While the word ‘blockchain’ has become synonymous with the buzz surrounding the ‘bitcoin’ craze, distributed ledger technologies have a wide range of potential applications, including the possibility to track city, region, and company pledges to reduce emissions, support adaptation, and unlock finance to address  climate change.

On Thursday, Nov. 22, at the Alan Turing Institute (ATI) in London, Director Angel Hsu teamed up with Associate Professor Thomas Hale of Oxford University’s Blavatnik School of Government and Odysseas Sclavounis, a joint PhD student at the Oxford Internet Institute and the ATI, to convene a ‘design sprint’ to imagine the possibilities for blockchains to innovate how we currently record and assess actions to address climate change, which can be as diverse as an individual city pledging to set an emissions reduction target to companies adopting a carbon price.

Existing measurement and reporting systems are expensive and labor-intensive, frequently requiring third-party consultants.
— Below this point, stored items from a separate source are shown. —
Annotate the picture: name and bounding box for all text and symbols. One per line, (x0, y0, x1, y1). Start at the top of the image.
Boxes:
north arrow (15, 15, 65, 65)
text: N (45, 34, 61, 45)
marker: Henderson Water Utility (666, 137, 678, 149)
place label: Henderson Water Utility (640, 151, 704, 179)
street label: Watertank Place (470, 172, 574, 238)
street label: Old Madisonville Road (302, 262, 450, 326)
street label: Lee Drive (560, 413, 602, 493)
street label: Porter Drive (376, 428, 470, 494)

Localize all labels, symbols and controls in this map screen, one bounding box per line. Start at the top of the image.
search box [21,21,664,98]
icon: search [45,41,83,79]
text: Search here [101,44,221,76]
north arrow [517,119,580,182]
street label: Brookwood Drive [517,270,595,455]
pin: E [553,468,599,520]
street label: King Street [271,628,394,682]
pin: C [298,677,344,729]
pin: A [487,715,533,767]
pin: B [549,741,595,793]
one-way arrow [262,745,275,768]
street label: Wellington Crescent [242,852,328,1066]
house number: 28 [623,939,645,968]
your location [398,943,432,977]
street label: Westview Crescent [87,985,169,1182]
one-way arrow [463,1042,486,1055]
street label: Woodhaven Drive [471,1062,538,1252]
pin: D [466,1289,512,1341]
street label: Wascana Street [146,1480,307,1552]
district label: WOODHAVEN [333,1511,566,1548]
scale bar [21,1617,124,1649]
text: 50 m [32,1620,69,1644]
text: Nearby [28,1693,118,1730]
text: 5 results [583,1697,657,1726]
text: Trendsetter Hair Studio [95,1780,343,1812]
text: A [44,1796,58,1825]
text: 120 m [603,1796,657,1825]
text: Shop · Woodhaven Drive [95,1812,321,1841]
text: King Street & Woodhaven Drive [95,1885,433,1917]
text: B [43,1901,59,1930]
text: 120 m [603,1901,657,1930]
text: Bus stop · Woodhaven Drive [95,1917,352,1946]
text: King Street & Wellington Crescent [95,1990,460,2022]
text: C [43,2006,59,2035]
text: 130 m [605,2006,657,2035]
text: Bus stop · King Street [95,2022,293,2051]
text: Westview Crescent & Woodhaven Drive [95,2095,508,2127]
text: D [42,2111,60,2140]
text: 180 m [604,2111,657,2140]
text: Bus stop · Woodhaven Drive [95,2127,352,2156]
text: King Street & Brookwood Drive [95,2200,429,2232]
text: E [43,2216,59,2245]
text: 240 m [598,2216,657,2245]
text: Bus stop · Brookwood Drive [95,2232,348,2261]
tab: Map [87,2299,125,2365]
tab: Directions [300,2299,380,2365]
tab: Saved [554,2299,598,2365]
This discourages resource-constrained actors from participating and recording actions in transnational climate action networks or measuring their climate change impacts at all. When networks fail to account for these activities, they miss an opportunity to support and build connections between peer cities, regions, and companies, and to represent their needs and interests to national policymakers and the international community. Including the full scope of climate actors — particularly those working in developing countries, where adaptation will be especially vital and where emissions are projected to rise rapidly — is vital to providing the support need to implement and scale up these activities.   

Furthermore, there is a limited scientific and information base, and no comprehensive accounting system for understanding: 1) what incentives lead climate actors to report high-quality data on actions and policies in a transparent and timely manner; 2) how these efforts are being implemented; 3) how various actors and actions interact with and relate to each other, and to national governments; 4) and whether these actions are leading to measurable, additional greenhouse gas reductions at the global scale. This information is vital to understanding how to support and grow the ecosystem of voluntary climate action, and predicting how it can help implement and accelerate national ambition.

This workshop convened a group of climate action policy experts, together with those interested and knowledgeable in blockchain and distributed ledger technology, to investigate questions around how a blockchain-based system might solve existing problems with climate action tracking; the design components needed to mobilize a “Blockchain for Climate Action Tracking” system; how to design a governance system to ensure participants are fairly represented, and that the system remains accountable; and how to get people onboard.